Exercise data >>
◆ ◆ ◆ ◆ ◆ ◆ ◆

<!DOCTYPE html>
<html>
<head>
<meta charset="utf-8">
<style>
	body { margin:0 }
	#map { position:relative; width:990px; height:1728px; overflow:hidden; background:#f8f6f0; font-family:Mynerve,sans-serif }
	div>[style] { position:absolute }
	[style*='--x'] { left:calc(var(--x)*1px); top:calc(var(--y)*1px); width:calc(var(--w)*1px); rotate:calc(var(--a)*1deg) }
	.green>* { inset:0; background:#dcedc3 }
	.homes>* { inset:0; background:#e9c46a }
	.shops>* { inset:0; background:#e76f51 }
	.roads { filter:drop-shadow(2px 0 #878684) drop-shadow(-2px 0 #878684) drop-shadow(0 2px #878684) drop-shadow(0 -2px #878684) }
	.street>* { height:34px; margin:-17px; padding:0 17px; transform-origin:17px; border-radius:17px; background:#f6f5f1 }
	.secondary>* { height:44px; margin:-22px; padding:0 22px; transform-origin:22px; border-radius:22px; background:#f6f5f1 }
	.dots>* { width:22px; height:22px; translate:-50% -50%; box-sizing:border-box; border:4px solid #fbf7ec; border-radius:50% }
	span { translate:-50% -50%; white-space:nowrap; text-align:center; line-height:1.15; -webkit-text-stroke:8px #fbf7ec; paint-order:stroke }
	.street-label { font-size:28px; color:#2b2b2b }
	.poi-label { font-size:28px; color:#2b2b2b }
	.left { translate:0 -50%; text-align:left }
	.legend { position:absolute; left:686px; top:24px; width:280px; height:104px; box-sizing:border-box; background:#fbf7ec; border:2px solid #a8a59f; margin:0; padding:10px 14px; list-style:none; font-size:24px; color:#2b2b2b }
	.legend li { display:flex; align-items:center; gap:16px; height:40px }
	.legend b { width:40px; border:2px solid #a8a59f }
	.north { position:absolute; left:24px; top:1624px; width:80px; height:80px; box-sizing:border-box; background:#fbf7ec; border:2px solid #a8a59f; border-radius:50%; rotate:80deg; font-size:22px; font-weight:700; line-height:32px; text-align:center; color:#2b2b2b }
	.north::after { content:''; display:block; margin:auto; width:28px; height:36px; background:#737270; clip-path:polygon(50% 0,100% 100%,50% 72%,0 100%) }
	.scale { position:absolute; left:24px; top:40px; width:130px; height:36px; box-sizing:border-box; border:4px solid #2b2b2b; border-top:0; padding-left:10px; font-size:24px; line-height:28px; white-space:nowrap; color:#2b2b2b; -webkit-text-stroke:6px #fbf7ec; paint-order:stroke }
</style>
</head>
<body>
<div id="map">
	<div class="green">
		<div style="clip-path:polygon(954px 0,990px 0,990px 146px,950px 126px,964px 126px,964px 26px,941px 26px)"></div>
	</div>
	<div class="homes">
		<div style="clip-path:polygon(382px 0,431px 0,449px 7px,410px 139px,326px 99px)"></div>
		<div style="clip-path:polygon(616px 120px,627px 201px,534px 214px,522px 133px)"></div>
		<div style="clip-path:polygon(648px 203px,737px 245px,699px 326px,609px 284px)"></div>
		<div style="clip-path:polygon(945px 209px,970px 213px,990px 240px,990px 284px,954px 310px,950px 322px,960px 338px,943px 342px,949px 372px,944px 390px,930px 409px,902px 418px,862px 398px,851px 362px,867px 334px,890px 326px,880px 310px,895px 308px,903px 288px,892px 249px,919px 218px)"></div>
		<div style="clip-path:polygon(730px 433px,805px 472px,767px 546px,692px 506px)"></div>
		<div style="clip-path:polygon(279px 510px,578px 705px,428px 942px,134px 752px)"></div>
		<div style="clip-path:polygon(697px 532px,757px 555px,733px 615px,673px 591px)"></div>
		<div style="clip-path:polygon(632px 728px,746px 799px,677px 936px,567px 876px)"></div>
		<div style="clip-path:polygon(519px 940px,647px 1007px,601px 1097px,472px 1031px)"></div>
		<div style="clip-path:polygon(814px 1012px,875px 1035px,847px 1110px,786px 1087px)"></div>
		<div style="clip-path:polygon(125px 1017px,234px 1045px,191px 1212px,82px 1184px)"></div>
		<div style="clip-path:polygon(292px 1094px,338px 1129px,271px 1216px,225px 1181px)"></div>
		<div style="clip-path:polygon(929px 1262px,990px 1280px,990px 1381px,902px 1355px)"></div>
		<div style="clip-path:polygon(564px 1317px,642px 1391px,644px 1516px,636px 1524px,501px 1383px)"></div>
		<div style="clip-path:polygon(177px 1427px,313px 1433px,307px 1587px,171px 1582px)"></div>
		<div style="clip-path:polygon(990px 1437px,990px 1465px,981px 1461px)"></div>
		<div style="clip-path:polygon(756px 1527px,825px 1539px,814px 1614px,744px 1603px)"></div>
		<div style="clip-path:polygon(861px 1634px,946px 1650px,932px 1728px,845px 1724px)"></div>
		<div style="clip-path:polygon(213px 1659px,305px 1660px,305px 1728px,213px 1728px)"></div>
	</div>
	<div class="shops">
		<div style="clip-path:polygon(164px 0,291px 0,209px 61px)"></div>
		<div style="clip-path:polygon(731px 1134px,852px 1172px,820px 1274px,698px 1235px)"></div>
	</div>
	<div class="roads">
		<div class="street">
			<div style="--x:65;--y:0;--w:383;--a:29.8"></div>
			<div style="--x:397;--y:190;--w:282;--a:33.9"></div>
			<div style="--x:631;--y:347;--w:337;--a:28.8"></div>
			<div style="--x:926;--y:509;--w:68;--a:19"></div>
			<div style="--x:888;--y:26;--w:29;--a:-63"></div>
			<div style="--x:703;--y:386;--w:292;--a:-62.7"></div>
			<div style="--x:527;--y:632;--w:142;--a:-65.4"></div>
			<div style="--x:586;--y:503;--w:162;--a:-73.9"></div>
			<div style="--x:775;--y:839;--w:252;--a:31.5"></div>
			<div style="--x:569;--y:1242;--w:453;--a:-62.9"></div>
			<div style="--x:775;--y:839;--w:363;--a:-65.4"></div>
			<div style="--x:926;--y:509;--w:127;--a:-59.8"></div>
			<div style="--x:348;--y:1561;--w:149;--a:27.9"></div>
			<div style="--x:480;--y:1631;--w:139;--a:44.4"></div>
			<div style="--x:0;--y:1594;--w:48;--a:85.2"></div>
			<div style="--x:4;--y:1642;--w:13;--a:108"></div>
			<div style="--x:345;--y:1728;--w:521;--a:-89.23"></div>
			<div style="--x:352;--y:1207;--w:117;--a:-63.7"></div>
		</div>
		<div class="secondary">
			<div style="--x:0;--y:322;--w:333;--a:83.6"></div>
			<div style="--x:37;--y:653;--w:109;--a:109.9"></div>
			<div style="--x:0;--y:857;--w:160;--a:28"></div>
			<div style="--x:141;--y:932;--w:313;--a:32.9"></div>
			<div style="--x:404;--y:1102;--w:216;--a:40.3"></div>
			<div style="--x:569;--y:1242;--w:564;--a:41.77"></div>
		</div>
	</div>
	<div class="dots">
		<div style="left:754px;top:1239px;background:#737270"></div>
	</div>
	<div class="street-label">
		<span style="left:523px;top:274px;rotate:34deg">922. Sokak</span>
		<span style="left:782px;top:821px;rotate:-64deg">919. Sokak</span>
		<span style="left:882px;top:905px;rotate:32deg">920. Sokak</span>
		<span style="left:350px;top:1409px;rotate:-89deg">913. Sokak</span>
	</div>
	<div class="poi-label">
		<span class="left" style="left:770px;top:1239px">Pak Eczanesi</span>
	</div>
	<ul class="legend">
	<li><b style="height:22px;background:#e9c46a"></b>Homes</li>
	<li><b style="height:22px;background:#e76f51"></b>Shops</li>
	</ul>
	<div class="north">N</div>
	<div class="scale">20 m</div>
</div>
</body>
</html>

◆ ◆ ◆ ◆ ◆ ◆ ◆

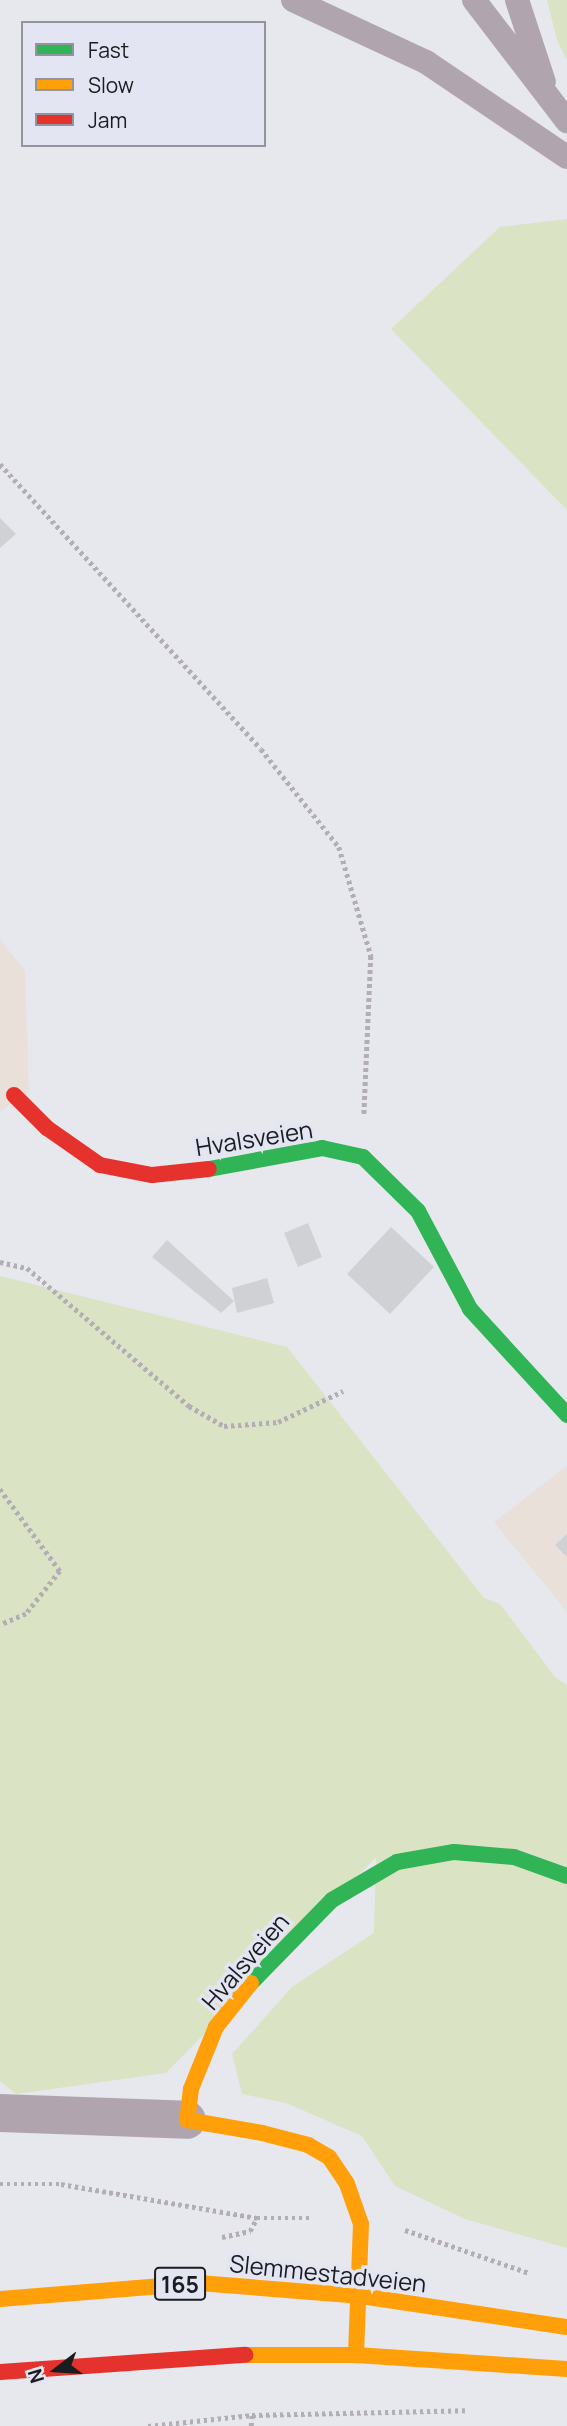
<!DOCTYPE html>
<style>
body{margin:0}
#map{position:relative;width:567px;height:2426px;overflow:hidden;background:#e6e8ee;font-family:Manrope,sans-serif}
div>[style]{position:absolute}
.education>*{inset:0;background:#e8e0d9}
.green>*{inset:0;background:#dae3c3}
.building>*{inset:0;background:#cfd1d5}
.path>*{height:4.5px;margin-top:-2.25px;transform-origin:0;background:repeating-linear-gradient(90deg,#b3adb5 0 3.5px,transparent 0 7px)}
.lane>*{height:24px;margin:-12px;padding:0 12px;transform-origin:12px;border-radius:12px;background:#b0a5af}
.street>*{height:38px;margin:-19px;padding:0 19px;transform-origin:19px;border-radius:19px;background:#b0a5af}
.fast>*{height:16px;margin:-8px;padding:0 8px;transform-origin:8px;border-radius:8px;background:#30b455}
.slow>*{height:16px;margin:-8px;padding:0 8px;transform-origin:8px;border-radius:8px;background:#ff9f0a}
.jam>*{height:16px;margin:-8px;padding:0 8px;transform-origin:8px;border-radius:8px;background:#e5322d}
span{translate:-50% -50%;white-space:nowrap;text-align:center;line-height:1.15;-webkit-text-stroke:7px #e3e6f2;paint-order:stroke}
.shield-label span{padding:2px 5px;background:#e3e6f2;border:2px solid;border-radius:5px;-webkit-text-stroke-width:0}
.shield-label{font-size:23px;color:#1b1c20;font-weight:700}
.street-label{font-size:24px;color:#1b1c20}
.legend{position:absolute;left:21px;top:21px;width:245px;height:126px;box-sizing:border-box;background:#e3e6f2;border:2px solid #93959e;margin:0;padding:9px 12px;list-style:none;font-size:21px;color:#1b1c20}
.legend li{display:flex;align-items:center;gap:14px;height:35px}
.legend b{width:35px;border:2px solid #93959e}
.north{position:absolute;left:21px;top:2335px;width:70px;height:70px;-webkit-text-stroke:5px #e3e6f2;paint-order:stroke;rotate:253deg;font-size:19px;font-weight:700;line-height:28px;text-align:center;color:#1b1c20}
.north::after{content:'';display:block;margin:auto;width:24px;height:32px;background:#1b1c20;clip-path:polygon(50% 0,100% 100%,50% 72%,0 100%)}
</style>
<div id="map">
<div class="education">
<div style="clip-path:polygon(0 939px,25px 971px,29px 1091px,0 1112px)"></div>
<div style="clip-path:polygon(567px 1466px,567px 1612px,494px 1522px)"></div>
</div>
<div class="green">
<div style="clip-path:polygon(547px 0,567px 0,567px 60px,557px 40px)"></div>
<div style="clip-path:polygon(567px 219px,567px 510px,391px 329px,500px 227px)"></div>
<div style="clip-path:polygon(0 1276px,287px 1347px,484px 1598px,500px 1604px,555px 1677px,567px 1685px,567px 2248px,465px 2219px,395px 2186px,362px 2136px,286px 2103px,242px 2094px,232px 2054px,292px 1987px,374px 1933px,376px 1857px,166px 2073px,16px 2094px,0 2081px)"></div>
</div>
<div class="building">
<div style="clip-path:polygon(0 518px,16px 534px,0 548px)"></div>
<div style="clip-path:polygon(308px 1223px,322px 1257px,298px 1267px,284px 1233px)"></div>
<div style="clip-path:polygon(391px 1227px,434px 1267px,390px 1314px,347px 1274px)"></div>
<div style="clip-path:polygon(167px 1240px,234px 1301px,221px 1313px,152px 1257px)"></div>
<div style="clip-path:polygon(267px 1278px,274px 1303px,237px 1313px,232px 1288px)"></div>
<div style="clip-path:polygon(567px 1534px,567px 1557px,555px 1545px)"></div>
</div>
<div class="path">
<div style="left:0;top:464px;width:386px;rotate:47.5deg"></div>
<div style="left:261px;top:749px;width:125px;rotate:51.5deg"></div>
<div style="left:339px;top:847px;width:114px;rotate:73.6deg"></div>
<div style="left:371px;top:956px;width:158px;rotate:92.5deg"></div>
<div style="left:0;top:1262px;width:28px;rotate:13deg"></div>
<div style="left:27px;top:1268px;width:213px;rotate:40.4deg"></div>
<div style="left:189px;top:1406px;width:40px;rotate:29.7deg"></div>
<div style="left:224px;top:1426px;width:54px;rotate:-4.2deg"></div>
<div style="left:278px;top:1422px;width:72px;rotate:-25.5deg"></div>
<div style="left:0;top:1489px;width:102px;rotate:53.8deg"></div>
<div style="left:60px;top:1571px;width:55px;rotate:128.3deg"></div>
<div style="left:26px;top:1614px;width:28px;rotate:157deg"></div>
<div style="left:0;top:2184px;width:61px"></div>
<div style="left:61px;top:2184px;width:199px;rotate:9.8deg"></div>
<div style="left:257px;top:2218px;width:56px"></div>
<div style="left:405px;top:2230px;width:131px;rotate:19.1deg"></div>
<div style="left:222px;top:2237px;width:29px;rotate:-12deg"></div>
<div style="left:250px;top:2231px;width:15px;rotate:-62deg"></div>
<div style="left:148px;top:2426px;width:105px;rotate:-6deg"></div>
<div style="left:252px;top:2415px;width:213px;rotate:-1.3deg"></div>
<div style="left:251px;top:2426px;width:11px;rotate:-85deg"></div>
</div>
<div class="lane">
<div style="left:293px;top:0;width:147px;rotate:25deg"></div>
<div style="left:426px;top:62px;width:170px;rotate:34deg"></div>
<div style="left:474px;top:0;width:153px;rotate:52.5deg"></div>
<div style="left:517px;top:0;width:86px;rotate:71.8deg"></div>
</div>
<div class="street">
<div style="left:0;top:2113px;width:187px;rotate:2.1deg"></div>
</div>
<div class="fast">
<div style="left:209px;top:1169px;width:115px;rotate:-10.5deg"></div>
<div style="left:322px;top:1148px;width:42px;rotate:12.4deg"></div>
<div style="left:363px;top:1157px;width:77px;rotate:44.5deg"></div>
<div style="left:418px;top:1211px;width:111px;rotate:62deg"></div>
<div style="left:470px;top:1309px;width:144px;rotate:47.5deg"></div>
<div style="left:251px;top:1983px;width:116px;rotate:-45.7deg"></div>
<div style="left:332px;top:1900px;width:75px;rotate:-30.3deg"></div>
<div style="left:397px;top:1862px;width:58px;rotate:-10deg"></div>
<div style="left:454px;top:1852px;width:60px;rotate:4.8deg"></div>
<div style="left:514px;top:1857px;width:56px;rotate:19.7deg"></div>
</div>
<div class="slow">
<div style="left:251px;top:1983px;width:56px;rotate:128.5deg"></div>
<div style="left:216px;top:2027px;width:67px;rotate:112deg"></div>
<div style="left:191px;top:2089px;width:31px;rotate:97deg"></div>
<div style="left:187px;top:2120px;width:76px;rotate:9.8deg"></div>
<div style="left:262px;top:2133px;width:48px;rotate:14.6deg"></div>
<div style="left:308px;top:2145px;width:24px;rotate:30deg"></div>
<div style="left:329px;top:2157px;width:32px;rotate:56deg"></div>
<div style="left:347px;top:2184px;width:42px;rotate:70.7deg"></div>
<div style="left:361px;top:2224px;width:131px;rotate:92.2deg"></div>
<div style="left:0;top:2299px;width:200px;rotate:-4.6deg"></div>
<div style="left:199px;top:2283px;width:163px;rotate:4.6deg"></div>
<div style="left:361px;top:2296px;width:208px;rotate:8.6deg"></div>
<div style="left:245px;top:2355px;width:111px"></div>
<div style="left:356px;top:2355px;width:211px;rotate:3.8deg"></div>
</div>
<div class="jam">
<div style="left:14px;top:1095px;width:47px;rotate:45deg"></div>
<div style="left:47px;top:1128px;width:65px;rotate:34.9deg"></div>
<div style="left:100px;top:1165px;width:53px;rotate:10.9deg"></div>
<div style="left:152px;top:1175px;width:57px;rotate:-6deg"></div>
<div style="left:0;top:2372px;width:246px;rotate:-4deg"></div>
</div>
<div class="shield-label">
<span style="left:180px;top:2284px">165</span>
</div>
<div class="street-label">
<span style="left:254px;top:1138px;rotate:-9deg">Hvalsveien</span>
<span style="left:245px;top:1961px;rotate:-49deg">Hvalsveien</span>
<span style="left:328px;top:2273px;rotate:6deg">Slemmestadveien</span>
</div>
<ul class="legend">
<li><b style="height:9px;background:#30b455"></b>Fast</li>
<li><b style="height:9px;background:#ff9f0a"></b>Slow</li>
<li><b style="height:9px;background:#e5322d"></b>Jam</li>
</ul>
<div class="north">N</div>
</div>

◆ ◆ ◆ ◆ ◆ ◆ ◆

Give the number of lines in the listing above that contain the word "sans", with no other text.

2